Similarity between 'This is a positive sentence' and 'This is another positive sentence': 0.8277
Similarity between 'This is a positive sentence' and 'This is a negative sentence': 0.8526
Similarity between 'This is another positive sentence' and 'This is a negative sentence': 0.6864


[nltk_data] Downloading package punkt_tab to /root/nltk_data...
[nltk_data]   Package punkt_tab is already up-to-date!


In [4]:
!pip install transformers sentence-transformers

from transformers import PreTrainedTokenizerFast, BertModel
from sentence_transformers import SentenceTransformer, util
import torch

# Load pre-trained ModernBERT model and tokenizer
model_name = 'answerdotai/ModernBERT-base'  # Changed to ModernBERT
tokenizer = PreTrainedTokenizerFast.from_pretrained(model_name)
model = BertModel.from_pretrained(model_name)

# Or use a sentence transformer model directly for better performance
# model = SentenceTransformer('answerdotai/ModernBERT-base') # Example: ModernBERT-base


def get_bert_embedding(text):
    inputs = tokenizer(text, return_tensors="pt", padding=True, truncation=True)
    with torch.no_grad():
        outputs = model(**inputs)
    embeddings = outputs.last_hidden_state.mean(dim=1)  # Average pooling of token embeddings
    return embeddings


def calculate_similarity(text1, text2):
    embedding1 = get_bert_embedding(text1)
    embedding2 = get_bert_embedding(text2)

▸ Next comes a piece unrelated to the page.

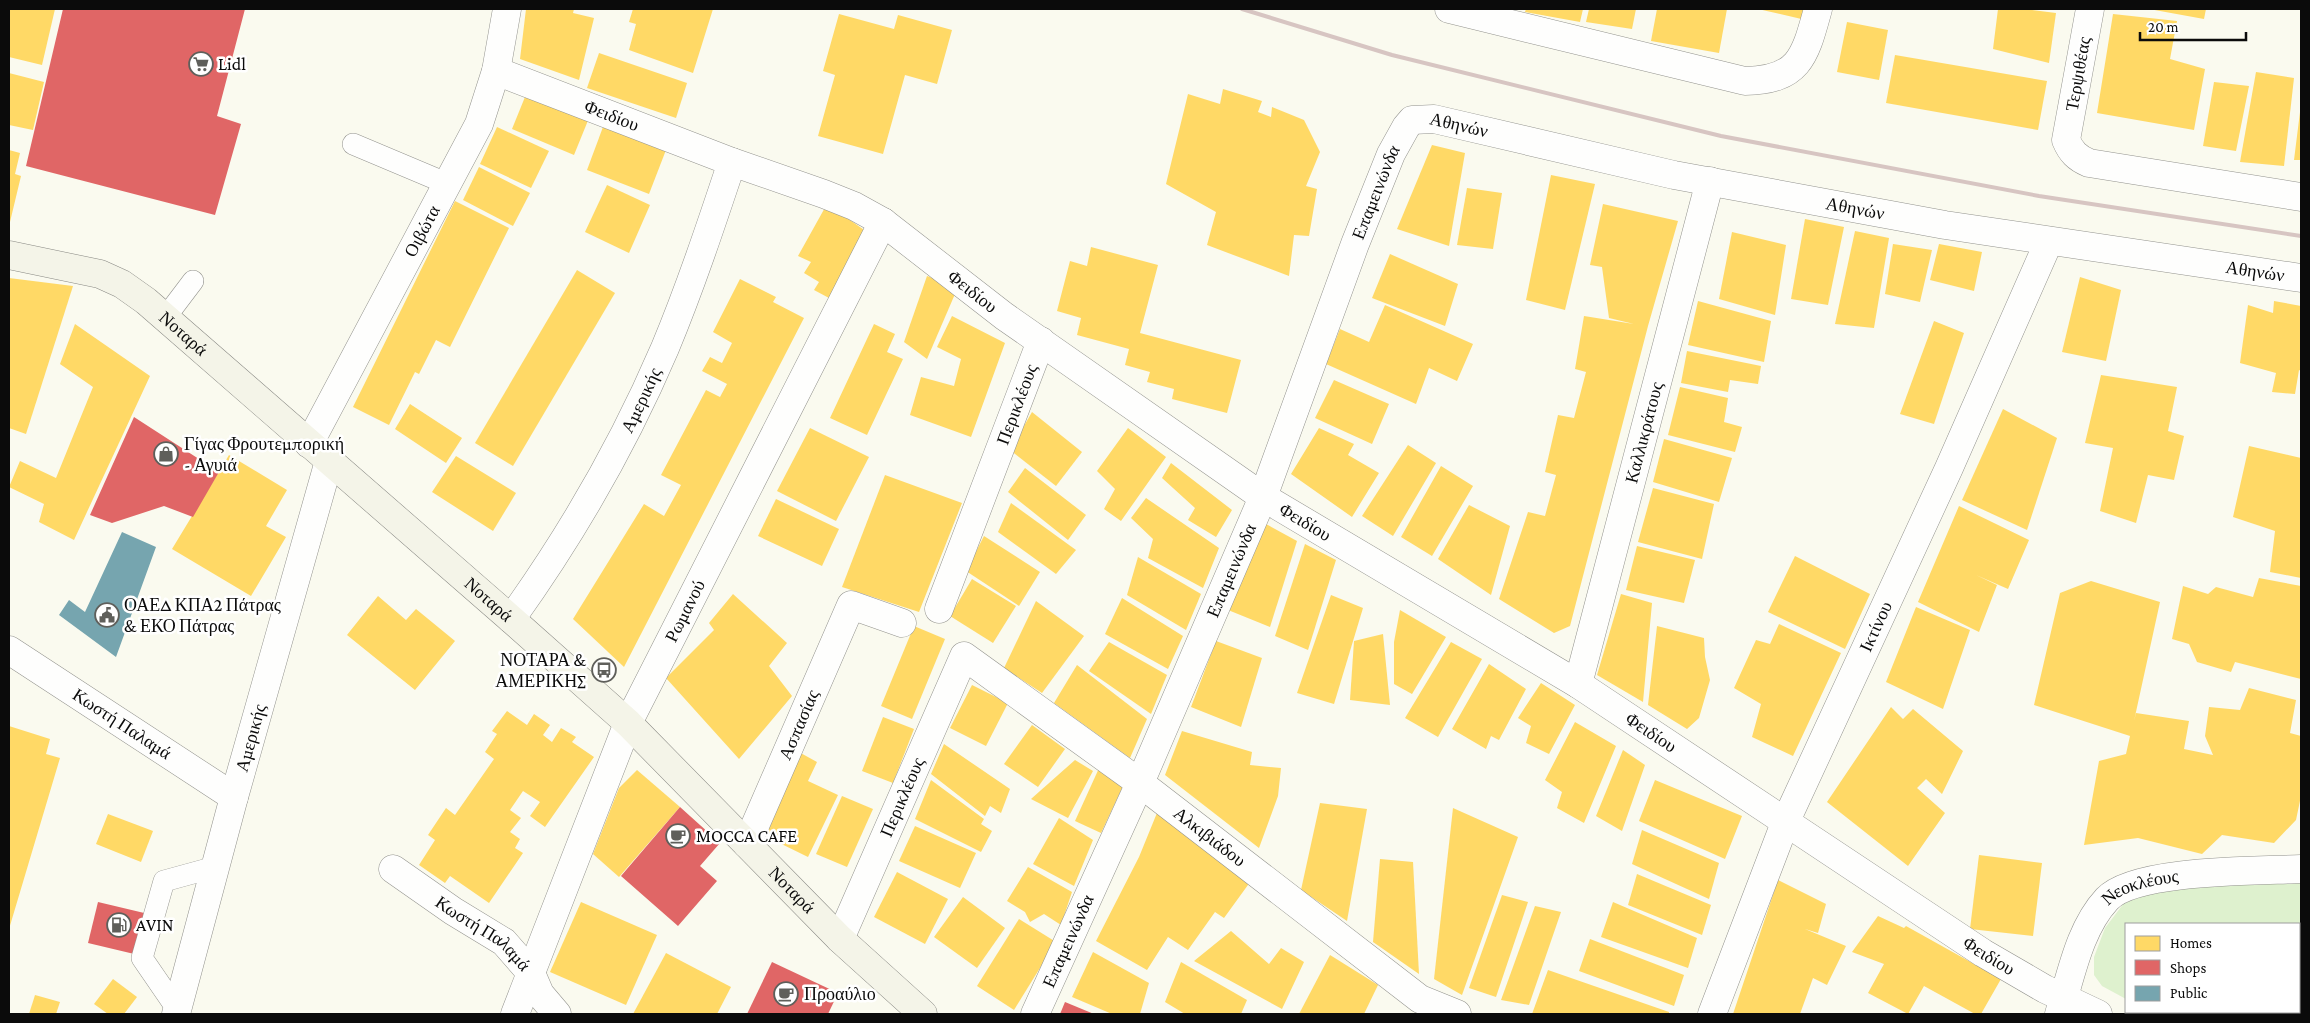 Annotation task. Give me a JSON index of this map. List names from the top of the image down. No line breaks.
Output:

    # Calculate cosine similarity
    similarity_score = util.cos_sim(embedding1, embedding2).item()
    return similarity_score


# Example usage
text1 = "This is a positive sentence."
text2 = "This is another positive sentence."
text3 = "This is a negative sentence."

similarity_1_2 = calculate_similarity(text1, text2)
similarity_1_3 = calculate_similarity(text1, text3)
similarity_2_3 = calculate_similarity(text2, text3)

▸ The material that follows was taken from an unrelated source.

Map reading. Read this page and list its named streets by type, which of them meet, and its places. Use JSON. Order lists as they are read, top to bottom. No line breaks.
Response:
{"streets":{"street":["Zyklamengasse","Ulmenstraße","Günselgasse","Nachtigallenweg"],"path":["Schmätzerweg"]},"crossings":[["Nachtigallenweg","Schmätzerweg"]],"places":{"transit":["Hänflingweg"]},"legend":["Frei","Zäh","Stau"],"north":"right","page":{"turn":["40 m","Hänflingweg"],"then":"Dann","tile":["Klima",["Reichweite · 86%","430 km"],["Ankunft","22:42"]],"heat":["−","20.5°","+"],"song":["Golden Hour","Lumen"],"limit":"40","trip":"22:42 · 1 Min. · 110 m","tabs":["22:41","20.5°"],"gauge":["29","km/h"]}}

print(f"Similarity between '{text1}' and '{text2}': {similarity_1_2}")
print(f"Similarity between '{text1}' and '{text3}': {similarity_1_3}")
print(f"Similarity between '{text2}' and '{text3}': {similarity_2_3}")

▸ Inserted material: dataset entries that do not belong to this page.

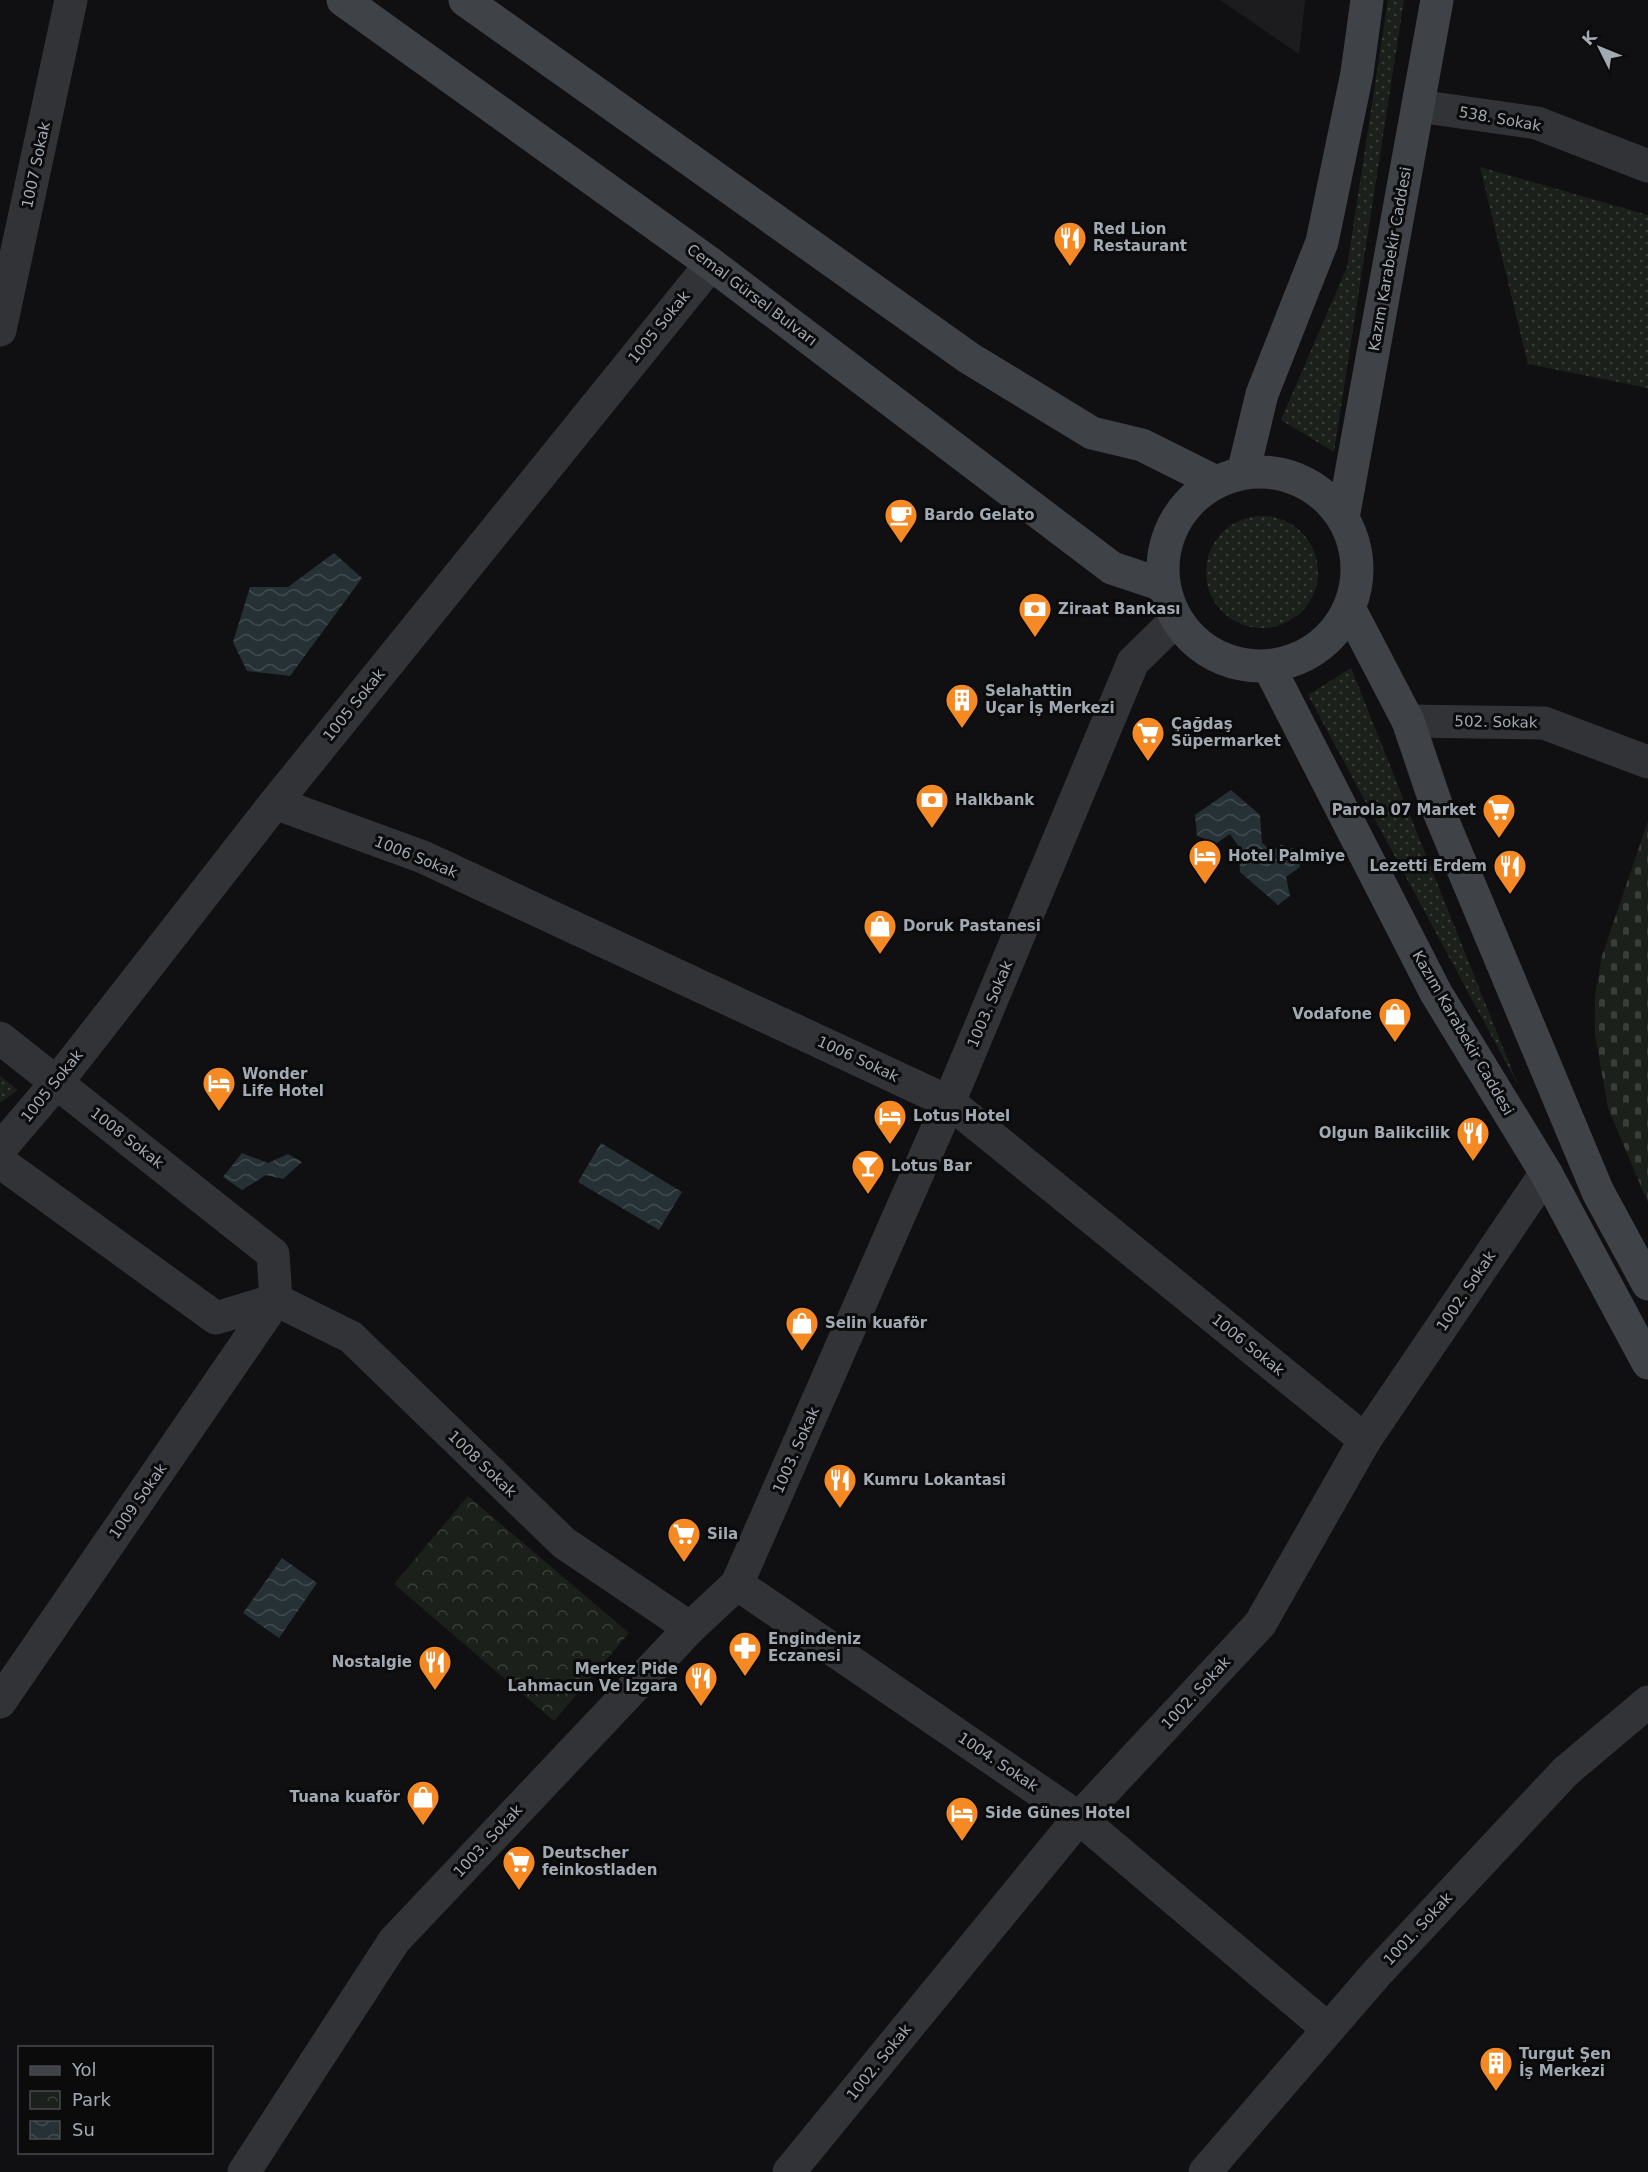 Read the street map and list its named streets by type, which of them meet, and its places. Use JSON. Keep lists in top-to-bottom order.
{
  "streets": {
    "main road": ["Kazım Karabekir Caddesi", "Cemal Gürsel Bulvarı"],
    "street": [
      "538. Sokak",
      "1007 Sokak",
      "1005 Sokak",
      "502. Sokak",
      "1006 Sokak",
      "1003. Sokak",
      "1008 Sokak",
      "1002. Sokak",
      "1009 Sokak",
      "1004. Sokak",
      "1001. Sokak"
    ]
  },
  "crossings": [
    ["538. Sokak", "Kazım Karabekir Caddesi"],
    ["Kazım Karabekir Caddesi", "Cemal Gürsel Bulvarı"],
    ["Kazım Karabekir Caddesi", "1003. Sokak"],
    ["Kazım Karabekir Caddesi", "1002. Sokak"],
    ["Cemal Gürsel Bulvarı", "1005 Sokak"],
    ["Cemal Gürsel Bulvarı", "1003. Sokak"],
    ["1005 Sokak", "1006 Sokak"],
    ["1005 Sokak", "1008 Sokak"],
    ["1006 Sokak", "1003. Sokak"],
    ["1006 Sokak", "1002. Sokak"],
    ["1003. Sokak", "1008 Sokak"],
    ["1003. Sokak", "1004. Sokak"],
    ["1008 Sokak", "1009 Sokak"],
    ["1002. Sokak", "1004. Sokak"],
    ["1004. Sokak", "1001. Sokak"]
  ],
  "places": {
    "restaurant": [
      "Red Lion Restaurant",
      "Lezetti Erdem",
      "Olgun Balikcilik",
      "Kumru Lokantasi",
      "Nostalgie",
      "Merkez Pide Lahmacun Ve Izgara"
    ],
    "cafe": ["Bardo Gelato"],
    "bank": ["Ziraat Bankası", "Halkbank"],
    "building": ["Selahattin Uçar İş Merkezi", "Turgut Şen İş Merkezi"],
    "supermarket": [
      "Çağdaş Süpermarket",
      "Parola 07 Market",
      "Sila",
      "Deutscher feinkostladen"
    ],
    "hotel": [
      "Hotel Palmiye",
      "Wonder Life Hotel",
      "Lotus Hotel",
      "Side Günes Hotel"
    ],
    "shop": [
      "Doruk Pastanesi",
      "Vodafone",
      "Selin kuaför",
      "Tuana kuaför"
    ],
    "bar": ["Lotus Bar"],
    "pharmacy": ["Engindeniz Eczanesi"]
  },
  "legend": ["Yol", "Park", "Su"],
  "north": "top left"
}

The secret `HF_TOKEN` does not exist in your Colab secrets.
To authenticate with the Hugging Face Hub, create a token in your settings tab (https://huggingface.co/settings/tokens), set it as secret in your Google Colab and restart your session.
You will be able to reuse this secret in all of your notebooks.
Please note that authentication is recommended but still optional to access public models or datasets.


tokenizer_config.json:   0%|          | 0.00/20.8k [00:00<?, ?B/s]

tokenizer.json:   0%|          | 0.00/2.13M [00:00<?, ?B/s]

special_tokens_map.json:   0%|          | 0.00/694 [00:00<?, ?B/s]

config.json:   0%|          | 0.00/1.19k [00:00<?, ?B/s]

You are using a model of type modernbert to instantiate a model of type bert. This is not supported for all configurations of models and can yield errors.


model.safetensors:   0%|          | 0.00/599M [00:00<?, ?B/s]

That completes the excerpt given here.